C.D. Warner, et al., comp. The Library of the World’s Best Literature.
An Anthology in Thirty Volumes. 1917.
Critical and Biographical Introduction
By Charles Nodier (17801844)
D
About 1802 a satiric ode, ‘Napoléone,’ prompted by the proscription of the consulate, attracted attention. To rescue others from suspicion, Nodier boldly admitted its authorship. What followed is difficult to determine, as he and his friends bewail his sufferings, and others pronounce them a fabrication. He spent several years in exile, wandering through the Vosges mountains. During this time he made the friendship of Benjamin Constant, and also saw much of Madame de Staël, who may have inspired his love of German literature. German mysticism appealed strongly to his fanciful spirit, as did the rich folk-lore of Germany. Imaginative, a lover of nature, his early works—‘Les Meditations du Cloître,’ ‘Le Peintre de Salzburg,’ ‘Le Solitaire des Vosges,’ ‘Stella, ou les Proscrits’—express a quite Byronic self-indulgence in woe, with a tinge of Rousseau-like sentimentality.
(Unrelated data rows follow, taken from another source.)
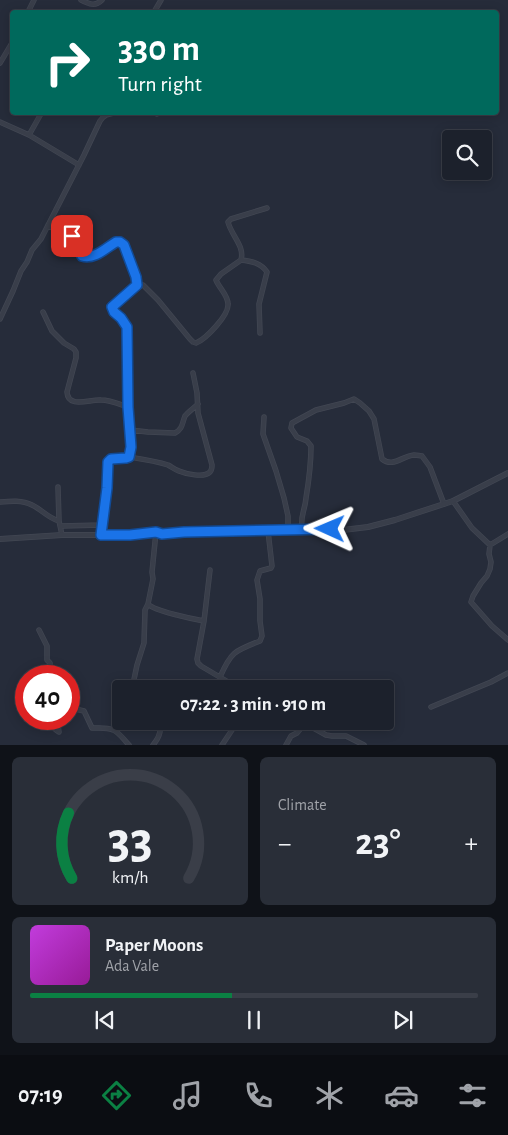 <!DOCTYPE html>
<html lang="en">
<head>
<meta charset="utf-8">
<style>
	:root { --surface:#1c212c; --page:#292e38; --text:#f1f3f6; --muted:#a0a3a9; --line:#3a3e48; --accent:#0b8043 }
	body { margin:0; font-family:"Alegreya Sans",sans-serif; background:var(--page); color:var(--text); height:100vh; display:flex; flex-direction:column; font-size:19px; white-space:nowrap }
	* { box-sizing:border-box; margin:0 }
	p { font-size:16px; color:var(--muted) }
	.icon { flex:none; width:28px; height:28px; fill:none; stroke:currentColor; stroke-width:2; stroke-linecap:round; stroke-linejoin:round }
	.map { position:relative; height:745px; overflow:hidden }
	.details { display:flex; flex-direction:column; gap:12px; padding:12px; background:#0f1218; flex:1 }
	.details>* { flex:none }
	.hud { position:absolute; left:10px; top:10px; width:489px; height:105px; border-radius:5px; box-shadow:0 2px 12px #0003,0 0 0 1px var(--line); background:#00695c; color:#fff; overflow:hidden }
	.controls { position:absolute; left:442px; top:130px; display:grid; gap:10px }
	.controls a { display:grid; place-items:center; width:50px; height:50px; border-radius:5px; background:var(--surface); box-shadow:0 2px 12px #0003,0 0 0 1px var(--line); font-size:25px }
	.speed { position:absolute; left:15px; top:665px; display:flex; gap:10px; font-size:25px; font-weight:700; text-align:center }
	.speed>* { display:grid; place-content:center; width:65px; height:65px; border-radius:50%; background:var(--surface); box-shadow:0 2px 12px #0003,0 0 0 1px var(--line); line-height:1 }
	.speed .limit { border:8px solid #d22; background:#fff; color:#111 }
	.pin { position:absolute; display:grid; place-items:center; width:42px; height:42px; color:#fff; margin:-21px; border-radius:10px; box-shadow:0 2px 8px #0006 }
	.me { position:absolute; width:55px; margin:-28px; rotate:271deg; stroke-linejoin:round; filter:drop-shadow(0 0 4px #0008) }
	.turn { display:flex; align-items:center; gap:18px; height:105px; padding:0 25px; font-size:22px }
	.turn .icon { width:65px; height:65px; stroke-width:2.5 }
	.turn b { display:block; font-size:35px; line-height:42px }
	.big { font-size:38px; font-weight:700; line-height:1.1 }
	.details .tile { flex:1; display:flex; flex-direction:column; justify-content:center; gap:8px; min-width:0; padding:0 18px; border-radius:8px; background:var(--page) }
	.details .dial { align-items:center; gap:0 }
	.dial svg { height:130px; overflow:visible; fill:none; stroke:var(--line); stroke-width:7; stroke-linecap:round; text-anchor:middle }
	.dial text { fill:var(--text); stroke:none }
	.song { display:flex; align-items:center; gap:15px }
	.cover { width:60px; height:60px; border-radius:8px; background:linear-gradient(135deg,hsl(290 70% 55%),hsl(300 70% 35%)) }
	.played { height:5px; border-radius:2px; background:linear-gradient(90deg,var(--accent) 45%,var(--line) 45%) }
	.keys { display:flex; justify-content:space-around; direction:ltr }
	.heat { display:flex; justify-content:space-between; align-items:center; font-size:28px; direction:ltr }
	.details .tiles { flex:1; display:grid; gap:12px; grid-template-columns:1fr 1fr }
	.tile:last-child { grid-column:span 2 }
	.trip { position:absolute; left:112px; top:680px; width:282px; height:50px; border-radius:5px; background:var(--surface); box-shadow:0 2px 12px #0003,0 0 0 1px var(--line); font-weight:700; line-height:50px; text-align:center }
	.tab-bar { display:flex; height:80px; justify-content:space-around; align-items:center; background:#0b0d12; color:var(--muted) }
	.tab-bar .icon { width:35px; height:35px }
	.tab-bar .current { color:var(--accent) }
	.tab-bar b { font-size:22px; color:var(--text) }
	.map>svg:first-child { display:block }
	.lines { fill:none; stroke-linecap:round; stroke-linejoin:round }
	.minor-casing { stroke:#424753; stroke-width:5.5 }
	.tertiary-casing { stroke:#424753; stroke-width:6 }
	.minor { stroke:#393e4a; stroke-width:4 }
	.tertiary { stroke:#393e4a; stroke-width:4.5 }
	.route-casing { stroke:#114b97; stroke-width:12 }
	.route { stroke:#1a73e8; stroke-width:9 }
</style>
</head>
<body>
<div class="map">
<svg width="508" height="745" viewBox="0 0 508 745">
	<rect width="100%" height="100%" fill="#262c3a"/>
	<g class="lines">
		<!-- minor casing -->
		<g class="minor-casing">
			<path id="minor" d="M81 0C89 4 95 7 102 0
				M28 12 34 0
				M154 12 161 0
				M0 63 12 43
				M152 112 157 114 160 112
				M0 122 29 135 79 165
				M29 135 42 112
				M48 225 57 231 72 236 75 238 83 255C94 260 106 248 116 242 121 242 123 244 126 248L136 277 137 285
				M241 260C245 246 231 235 228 222L231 219 267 208
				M43 312 52 331 64 343 74 349 76 352V358L67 392C68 409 90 399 101 400 110 400 119 404 128 407
				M0 319 13 291 21 271 27 262 32 250 41 239 84 155 100 121C105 113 111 114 119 112
				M264 417 263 434 276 471 284 498 288 516V530
				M130 430 148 432 175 433C183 429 182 423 185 416 188 412 194 408 198 404
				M129 457C142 459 156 461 168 465 172 467 175 470 179 471 186 474 204 478 210 472 212 470 212 468 212 465L198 413 197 393 193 373
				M58 487 59 521 62 535
				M453 501 472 528 490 545 508 534
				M0 502C11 501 22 500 32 505 41 509 48 518 59 521
				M61 526 102 525
				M302 529C300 515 305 511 306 498 309 480 311 463 311 446L307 441 297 437 291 428 292 423 316 410 344 403 354 399 360 403 369 411 374 419 382 459C393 468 402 456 414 455 415 455 422 456 422 456L430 467 444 504
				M156 532 152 572 153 579 148 604C154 611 193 619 204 621
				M101 535 107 488 109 461C115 456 123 460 129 457L131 447 128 407 127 327 121 318 114 312 112 307 137 285H143L158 300 190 339 193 342 196 343C206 339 229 315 228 304 228 295 219 288 216 280L221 274 241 260C251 261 261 263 267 272L259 304 260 333
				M490 545 489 554 491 562 490 569 487 576 481 583 473 596 471 602 492 626 508 640
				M210 570 204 621 197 659 198 663 201 666 240 689
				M39 630 47 646V660L50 663V670L52 676
				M220 677C231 652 234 651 260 641L262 636 260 621V599L257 580 260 571 271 568 272 566 268 531
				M132 689 137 665 144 643 145 610 148 604
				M431 707 491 682 508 673
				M69 709 71 708 84 711 92 728C99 728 107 727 113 730 119 732 124 740 129 745
				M52 719C52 725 53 729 59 732L57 719
				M153 745C159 738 163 730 158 721
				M222 745 238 721
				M286 745 291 736 297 733 302 727 308 725 326 735 332 736H346L364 745"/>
		</g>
		<!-- tertiary casing -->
		<g class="tertiary-casing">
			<path id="tertiary" d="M0 539 62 535H131L156 532 163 534 184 532 253 531 302 529 343 530 368 527 395 520 453 501 508 473"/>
		</g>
		<!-- minor -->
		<use href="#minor" class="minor"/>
		<!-- tertiary -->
		<use href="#tertiary" class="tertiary"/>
	</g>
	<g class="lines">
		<!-- route casing -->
		<g class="route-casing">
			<path id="route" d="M72 236 74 238 82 256C94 260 106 248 116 242H120L124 245 136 277 137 285 112 307 114 312 121 318 127 327 128 407 131 447 129 457 126 458 111 459 108 462 107 488 101 535H130L156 532 162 534 184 532 330 529"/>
		</g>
		<!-- route -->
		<use href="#route" class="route"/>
	</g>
</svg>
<div class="controls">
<a><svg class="icon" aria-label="search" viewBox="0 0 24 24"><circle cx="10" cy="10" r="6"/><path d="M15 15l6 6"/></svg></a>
</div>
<div class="speed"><div class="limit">40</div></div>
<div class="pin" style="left:72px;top:236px;background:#d93025"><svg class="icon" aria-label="arrive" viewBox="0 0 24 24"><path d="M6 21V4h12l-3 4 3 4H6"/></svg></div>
<svg class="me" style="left:330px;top:529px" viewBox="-20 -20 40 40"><path d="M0-17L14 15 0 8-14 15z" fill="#1a73e8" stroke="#fff" stroke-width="4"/></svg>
<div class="trip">07:22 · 3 min · 910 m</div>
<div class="hud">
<div class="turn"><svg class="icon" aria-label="right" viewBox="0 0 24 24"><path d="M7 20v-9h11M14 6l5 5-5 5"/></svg><div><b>330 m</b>Turn right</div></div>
</div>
</div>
<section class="details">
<div class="tiles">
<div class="tile dial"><svg viewBox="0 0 100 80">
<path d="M14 69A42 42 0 1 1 86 69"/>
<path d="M14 69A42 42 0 0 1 12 29" stroke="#0b8043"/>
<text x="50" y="56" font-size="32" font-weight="700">33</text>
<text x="50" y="72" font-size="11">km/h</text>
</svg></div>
<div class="tile"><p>Climate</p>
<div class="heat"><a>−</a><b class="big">23°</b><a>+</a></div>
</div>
<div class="tile">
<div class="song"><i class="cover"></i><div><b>Paper Moons</b><p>Ada Vale</p></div></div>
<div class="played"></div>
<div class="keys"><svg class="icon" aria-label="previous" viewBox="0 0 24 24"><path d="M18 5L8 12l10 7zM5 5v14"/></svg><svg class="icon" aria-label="pause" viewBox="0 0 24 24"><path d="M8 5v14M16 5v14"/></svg><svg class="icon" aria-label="next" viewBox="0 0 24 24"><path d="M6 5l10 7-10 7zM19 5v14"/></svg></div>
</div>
</div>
</section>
<nav class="tab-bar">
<b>07:19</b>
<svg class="icon current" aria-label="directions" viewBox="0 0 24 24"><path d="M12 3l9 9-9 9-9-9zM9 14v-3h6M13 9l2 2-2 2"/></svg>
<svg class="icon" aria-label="music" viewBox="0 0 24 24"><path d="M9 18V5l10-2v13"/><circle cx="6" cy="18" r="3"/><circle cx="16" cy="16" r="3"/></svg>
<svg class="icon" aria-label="phone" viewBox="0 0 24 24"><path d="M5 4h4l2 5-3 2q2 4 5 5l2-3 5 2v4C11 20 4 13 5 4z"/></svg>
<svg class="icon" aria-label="climate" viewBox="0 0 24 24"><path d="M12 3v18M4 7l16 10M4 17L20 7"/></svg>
<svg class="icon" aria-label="car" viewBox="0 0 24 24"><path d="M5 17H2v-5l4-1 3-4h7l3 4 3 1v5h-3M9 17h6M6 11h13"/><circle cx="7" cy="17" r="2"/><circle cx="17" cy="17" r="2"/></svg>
<svg class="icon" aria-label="filters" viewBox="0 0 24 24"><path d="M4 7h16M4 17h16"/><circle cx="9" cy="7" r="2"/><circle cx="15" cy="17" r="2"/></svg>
</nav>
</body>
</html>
His ‘Dictionnaire des Onomatopées Françaises’ (1808) was an ingenious effort to establish the origin of languages from imitation of natural sounds. This many-sided Charles Nodier was perhaps primarily a scientist. He looked at life with microscopic eyes, and loved minute investigation. As a boy in his native town, his much older friend Chantras had aroused his interest in natural history; and his first work was a ‘Dissertation upon the Functions of Antennæ in Insects.’ He is said to have discovered the organ of hearing in insects. Now, just the fascination he found in a butterfly’s wing or a beetle’s nippers, he found too in the study of language. To find and fit the exact word gave him exquisite pleasure. Of all things he detested easy banality; and whatever he wrote had a piquant novelty of phrase which never seemed forced. This sweet-natured lover of fairies was familiar with the classics and foreign literature, erudite in the structure and usage of his mother tongue. In the mastery of words, which makes his style as “flexible as water,” he is a classicist. “Boileau would have admired him,” says a critic; and in his respect for form he belongs to the old régime. But he was modern too. His sympathies were not only for worldwide, world-old experience. His fancy wandered off into side tracks; and sought the bizarre, the exceptional, the mysterious. He admitted the personal element in art; wanted to express himself, Charles Nodier; and thus is a forerunner of romanticism. It is a pity that his successors forgot his lesson of moderation in inartistic excesses; for literary instinct kept his own venturesome spontaneity always within the domain of good taste.
The slender white-browed man with his piercing eyes, his childlike enthusiasms, worked his way gradually to fame. In 1823 he was appointed librarian at the library of the Arsénal in Paris; where for more than twenty years, until his death in 1844, his salon was “a little Tuileries for young writers and the new school.” Here Victor Hugo, Lamartine, Dumas fils, de Musset, de Vigny, Sainte-Beuve, and many another young man with fame before him, listened respectfully to the Academician, the critic and teller of tales. Sainte-Beuve describes his lovable presence, his fascinating converse in which witty irony was so veiled with tact as never to wound. One day a young friend brought him a manuscript in which he had consciously tried to imitate the master’s style. “My dear boy,” said Nodier, “what you have brought me cannot be very good, for at first I thought it must be mine.”
Nodier was a poet. He loved what he calls “the Muse of the Ideal, the elegant sumptuous daughter of Asia, who long ago took refuge under the fogs of Great Britain.” His small volume of lyric verse, published in 1827, has a melody and suggestive freakish grace which make one wish it larger.
His stories are his best-known work, and in fiction his gifts are many. There is a lofty sentiment in his more introspective sketches which suggests Lamartine. In some moods he delights in elfland dream goblins, kindly fays—as in ‘Trilby, le Lutin d’Argaile,’ ‘La Fée aux Miettes,’ ‘Trésor des Fèves et Fleur des Pois,’ ‘Les Quatre Talismans.’ Sometimes he is akin to Hoffmann in his expression of psychologic mystery, in his eery enchantment. Of this, ‘Smana, or the Demons of Night’ is a good example. He is a mocker too; and in stories like ‘Les Marionettes,’ ‘The King of Bohemia and his Seven Castles,’ he satirizes with sparkling irony both himself and the world.